Wed, Oct 17, 2018 02:00 CEST

Authors: Aurélien Ooms

Tags: Recurrences

A drunkard is zigzagging home. At every steps forward (or backward) he is making, he also moves \(1\) step to the left with probability \(p\) and \(1\) step to the right otherwise. He starts \(i\) steps to the right of a river. What is the expected number of steps forward before he falls into the river?

We model the expected number of steps before the drunkard falls into the river by \(A(i)\) when the drunkard starts \(i\) steps to the right of the river.

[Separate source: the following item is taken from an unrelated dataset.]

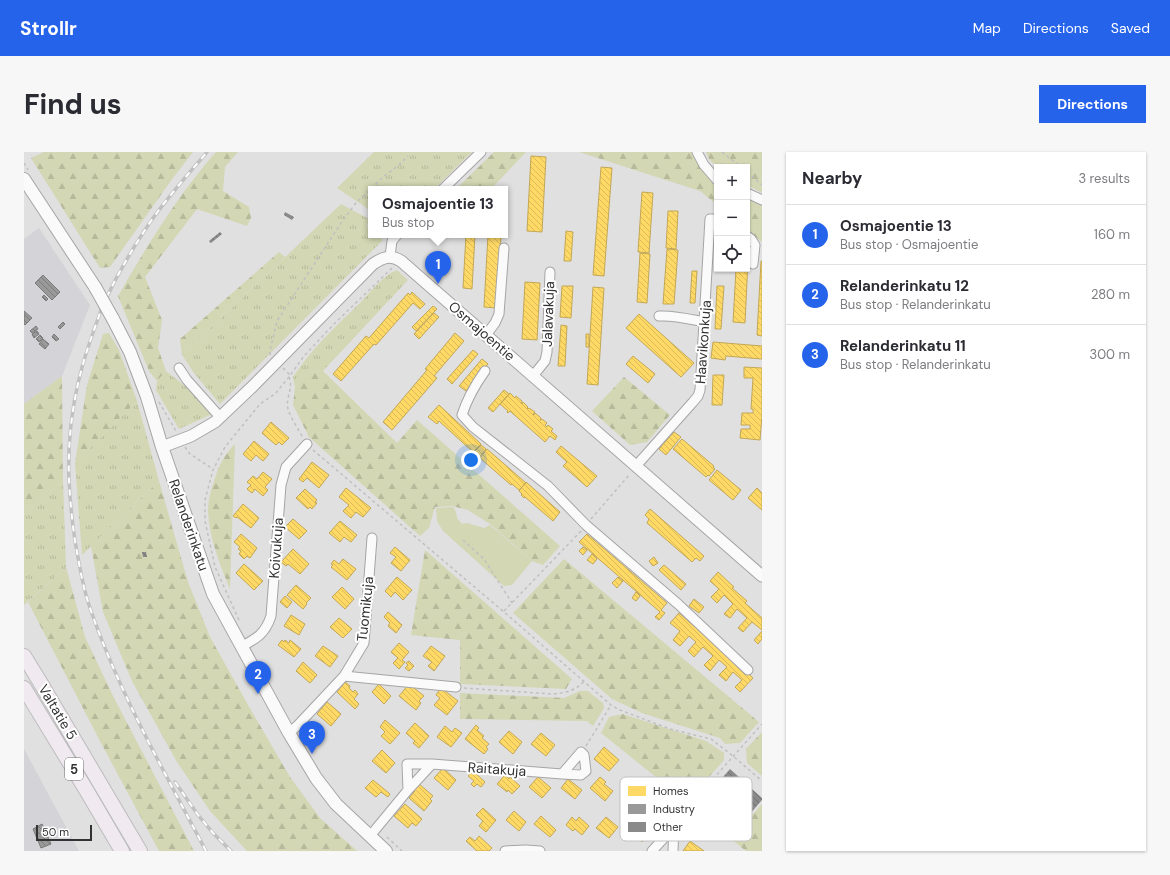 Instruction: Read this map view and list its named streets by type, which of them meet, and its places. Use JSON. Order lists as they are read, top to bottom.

If the drunkard starts his walk after having fallen into the river, then he does not even need to move $$ A(0) = 0 $$

The statement of the problem allows us to express \(A(i)\) with respect to its neighbouring values. $$ A(i) = p A(i-1) + (1-p) A(i+1) + 1 $$

Another important point is that the expected number of steps before the fall is the same as the sum of the expected number of steps before moving one step towards the river by linearity of expectation. Hence, $$ A(i) = i A(1) $$

Solving for \(i=1\), $$ A(1) = p A(0) + (1-p) A(2) + 1 $$

$$ A(1) = (2-2p) A(1) + 1 $$

$$ A(1) (2p - 1) = 1 $$

$$ A(1) = \frac{1}{2p-1} $$

And finally $$ A(i) = \frac{i}{2p-1} $$

The problem can also be stated with the drunkard moving forward with probability \(p\) and backwards otherwise. Then ask what is the expected time before the drunkard reaches home (provided forward means in the direction of his home).